The ACLU believes it is important that we are all free to practice our religious beliefs. Laws similar to HB 2203 exist in other states, and these can be useful tools for providing additional protection for religious freedom. However, the ACLU remains concerned with the KPRFA for the following reasons:
HB 2203 Compromises the Enforcement of Other State and Local Laws.
HB 2203, unlike federal law and other state religious freedom laws, establishes the lowest bar for when a person may assert a violation of their religious freedom, extending a claim or defense to those “substantially likely to be burdened.” As a result, many state and local laws could be open to challenge under the KPRFA.
HB 2203 is unnecessary because stronger protections exist within Section 7 of the Kansas Constitution Bill of Rights
Kansas has a very bold and powerful religious freedom provision in the state Bill of Rights providing more meaning to religious freedom than the Free Exercise Clause of the First Amendment. Section 7 of the Bill of Rights of the Kansas Constitution states, in pertinent part:
"The right to worship God according to the dictates of conscience shall never be infringed; nor shall any person be compelled to attend or support any form of worship; nor shall any control of or interference with the rights of conscience be permitted, nor any preference be given by law to any religious establishment or mode of worship.”
In State v. Smith, 155 Kan. 588, 127 P.2d 518 (1942), the Kansas Supreme Court addressed the religious exercise rights protected by § 7 of the Kansas Constitution Bill of Rights. In analyzing the constitutional claims, the Court compared the relative religious exercise rights protected by § 7 of the Kansas Constitution Bill of Rights to those protected by the First Amendment to United States Constitution and observed "that the wording of this section of our Bill of Rights is much more in detail respecting religious freedom than is the First Amendment to the federal constitution."
In Stinemetz v. KHPA, (KS App., May 4, 2011), the Kansas Supreme Court applies the Sherbert test to claims under § 7 of the Kansas Constitution Bill of Rights.  In Stinemetz, the Kansas Supreme Court finds that in order to determine whether government action violates an individual's right to the free exercise of religious beliefs under the Kansas Constitution, a court must determine: (1) whether the individual's religious beliefs are sincerely held; (2) whether the state action burdens the individual's free exercise of religious beliefs; and the state must prove(3) whether the state interest is overriding or compelling; and (4) whether the State uses the least restrictive means of achieving its interest.

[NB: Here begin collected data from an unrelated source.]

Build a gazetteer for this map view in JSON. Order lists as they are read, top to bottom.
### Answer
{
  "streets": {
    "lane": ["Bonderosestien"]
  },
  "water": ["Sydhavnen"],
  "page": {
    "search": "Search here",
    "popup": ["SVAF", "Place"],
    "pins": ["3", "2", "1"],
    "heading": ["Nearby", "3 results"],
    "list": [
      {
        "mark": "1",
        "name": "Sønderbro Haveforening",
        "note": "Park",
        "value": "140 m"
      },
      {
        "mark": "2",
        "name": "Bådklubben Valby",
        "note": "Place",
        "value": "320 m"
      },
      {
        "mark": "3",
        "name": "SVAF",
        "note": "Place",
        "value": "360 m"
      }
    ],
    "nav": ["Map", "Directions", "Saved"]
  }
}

The ACLU believes strong protections of religious freedom already exist with § 7 of the Kansas Constitution Bill of Rights and Kansas case law making additional statutory protections found in HB2203 unnecessary.
HB 2203 Fails to Protect Existing Civil Rights Laws in Kansas.
Because HB 2203 lacks language to protect existing civil rights laws in Kansas, it could allow people to argue that their religious beliefs exempt them from complying with laws that prohibit discrimination on the basis of religion, gender, marital status, national origin and sexual orientation. For example, based on religious objections:
- Employers could argue that the KPRFA allows them to refuse to hire women, LGBT people, or people of a particular religion or race.
- An employer who believes that pregnancy outside of marriage is a sin could cite the KPRFA as a defense for firing an unmarried pregnant female employee, even though such an action is prohibited by state law.
- A police officer could argue that requiring her to take reports of hate-motivated assaults against gays violates her religious beliefs.
- A Muslim firefighter could argue that, per the KPRFA, she could not be required to respond to a church fire, while a Christian firefighter could claim that the KPRFA sanctions his refusal to respond to a fire at a mosque.
- Landlords could claim a right to refuse to rent to LGBT people, unmarried couples, single pregnant women, or those of other faiths or races.
HB 2203 fails to protect against government-sponsored religious discrimination.
HB 2203 lacks language reaffirming the constitutional prohibition against governmental sponsorship of religion and defines a “burden” on religious liberty as including the denial of benefits. This bill could endanger existing protections that prevent the government from sponsoring or financing religious indoctrination and discrimination. For example, based on religious objections:
- A ministry operating a soup kitchen or senior center with government funds could argue that, under the HB 2203, it may preach to clients or provide benefits only to those willing to attend a religious service.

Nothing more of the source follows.